Monday, February 13, 2012

[On February 10, 2012, the Unit for Criticism partnered with the Trowbridge Office on American Literature, Culture, & Society for a symposium, The Ends of History. Published below are the symposium's opening remarks from Lauren M. E. Goodlad, Director of the Unit for Criticism.]

Welcome everyone to this February 2011 Winter symposium, a product of the Unit for Criticism’s ongoing partnership with Gordon Hutner, American Literary History, and the Trowbridge Office on American Literature, Culture, & Society. For their invaluable support, I also want to thank the College of Liberal Arts & Sciences, the Illinois Program for Research in the Humanities, the Department of English, and the School of Literatures, Cultures, & Linguistics; I want to thank J. B. Capino, the Unit’s Nicholson Associate Director, for all of his support and the Unit’s Research Assistants, Mike Black and mc Anderson for their indispensable contribution to the organizing and publicizing of this event. I also thank the distinguished scholars who have gathered here today from campuses as far as UC Berkeley and as near as University of Illinois, Chicago; and the Illinois moderators and closing roundtablers who will be participating today. Not least of all I thank this wonderful audience for joining us this morning.

The last time I had the pleasure of convening a co-organized winter symposium with Gordon it was two years ago and the topic was serial television: in particular AMC’s Mad Men. Mad World: Sex, Politics, Style and the 1960s, the collection of essays that grew out of that event is now in production with Duke University Press.

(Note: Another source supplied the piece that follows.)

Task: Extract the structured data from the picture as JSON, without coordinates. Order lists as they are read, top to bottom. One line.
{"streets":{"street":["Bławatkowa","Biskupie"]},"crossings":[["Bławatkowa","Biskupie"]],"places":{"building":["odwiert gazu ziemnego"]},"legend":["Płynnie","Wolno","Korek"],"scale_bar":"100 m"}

It may seem to be a very different kind of topic, except of course that Mad Men is a show about history: American history, the history of the 60s, global history, feminist history, civil rights, and above all—as my co-editors Lilya Kaganovksy, Rob Rushing, and I argue in the introduction to the volume—the history of the present-day neoliberalism which we continue to inhabit today. Mad Men is also a formally interesting television text: highly aestheticist, and demonstrably—indeed, for some, addictively—serial. Whatever their particular engagements with past and present, when audiences engage serial forms, following storylines that develop slowly over time, part of what they experience is a kind of formal allegory of the actuality of living in history.

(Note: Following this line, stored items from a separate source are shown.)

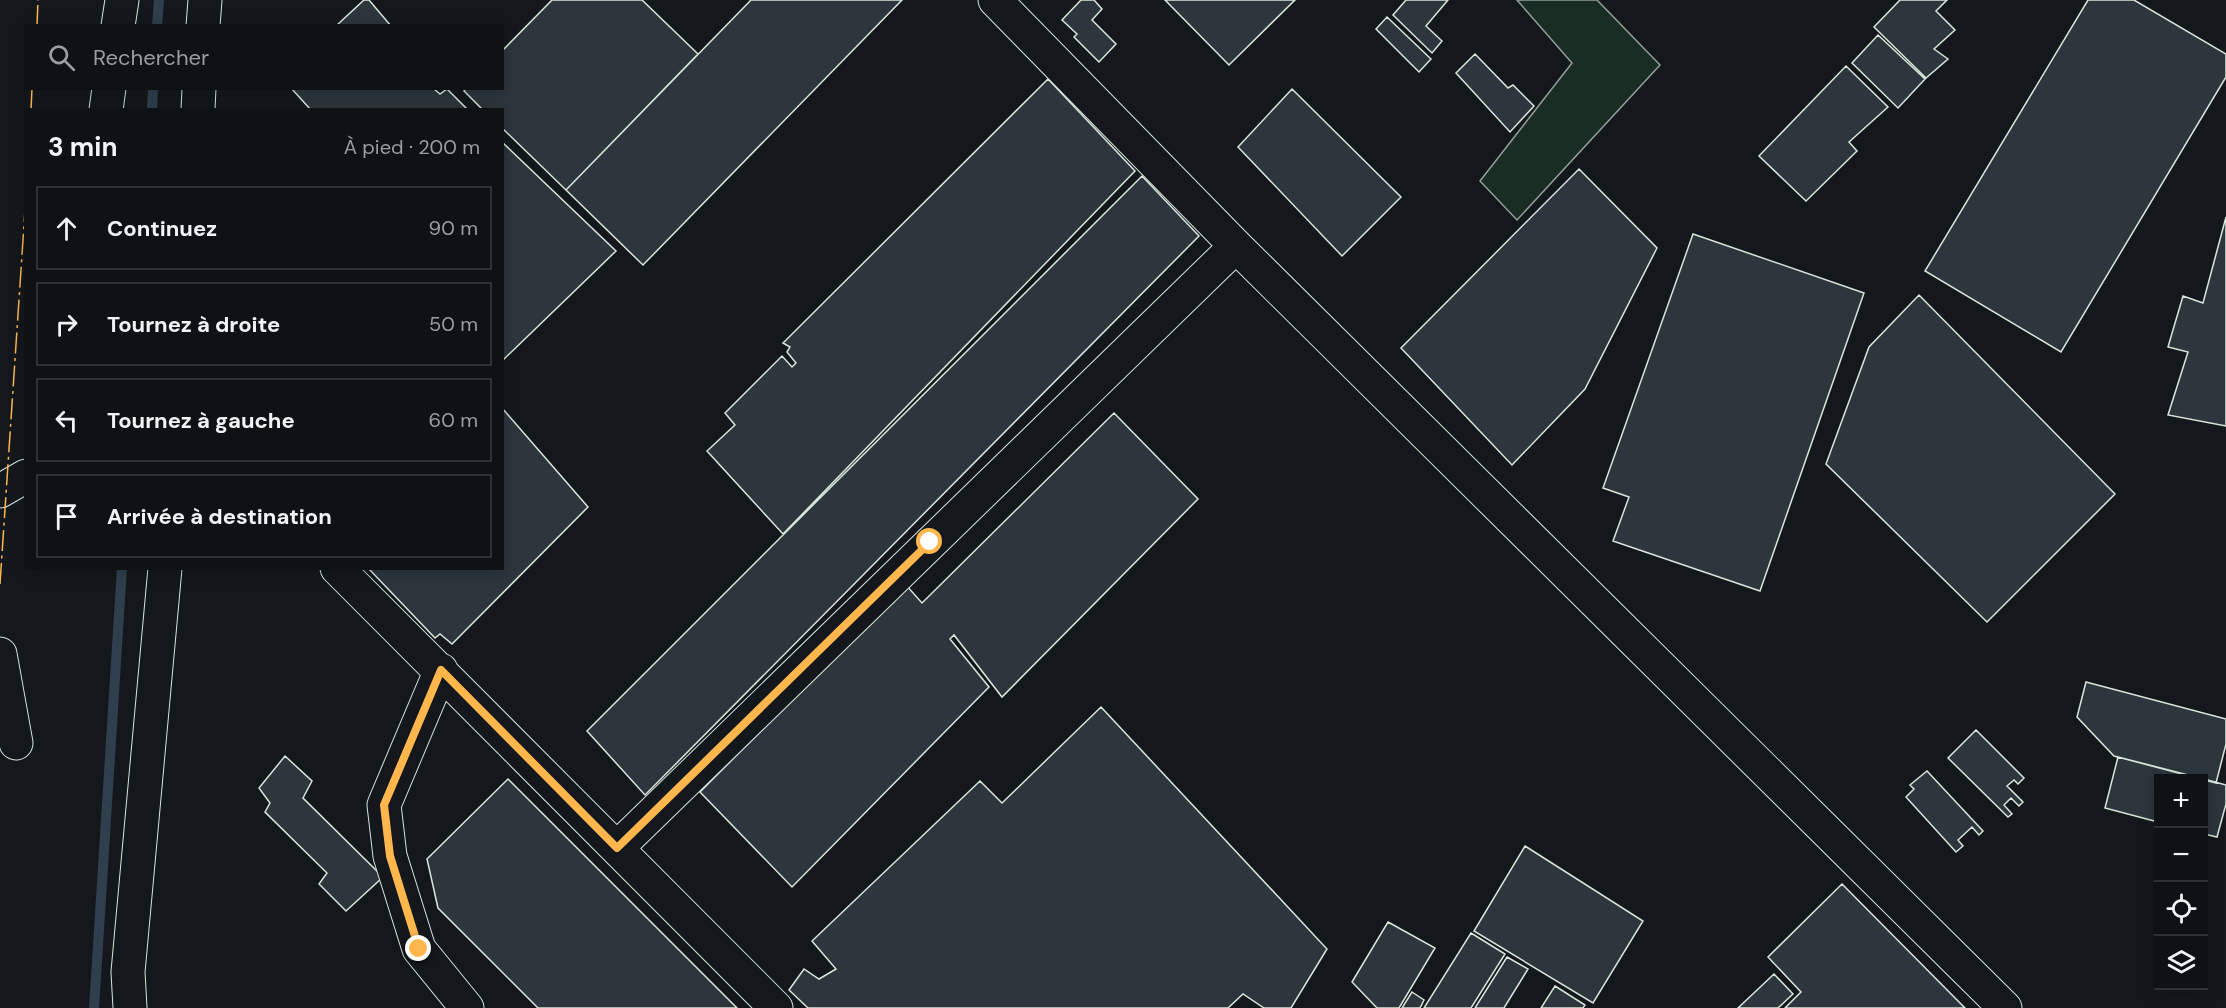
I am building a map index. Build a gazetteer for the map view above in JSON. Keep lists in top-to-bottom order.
{
  "page": {
    "search": "Rechercher",
    "heading": ["3 min", "À pied · 200 m"],
    "list": [
      ["Continuez", "90 m"],
      ["Tournez à droite", "50 m"],
      ["Tournez à gauche", "60 m"],
      "Arrivée à destination"
    ],
    "map_buttons": ["+", "−"]
  }
}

This is to say that forms and formalism are not, as has sometimes been postulated, antithetical to history and historicism. Rather, since form and history stand in relation to one another, formalist and historicist standpoints should occasion dialogue. In the months leading up to the organizing of this conference Gordon and I observed a number of critical questions pressing us to consider the relation of form and history: for example, Franco Moretti’s work on digital archives; Bruno Latour’s question of why critique has run out of steam; mounting interest in formal structures such as the web, matrix, network, or tree; Rita Felski’s ongoing critiques of the hermeneutics of suspicion, and Sharon Marcus’s and Stephen Best’s wonderfully stimulating special issue of Representations, "The Way We Read Now." The result was this symposium and the occasion to invite this veritable dream team of speakers all of whom are working at the cutting edge of this topic. I am really excited about this event.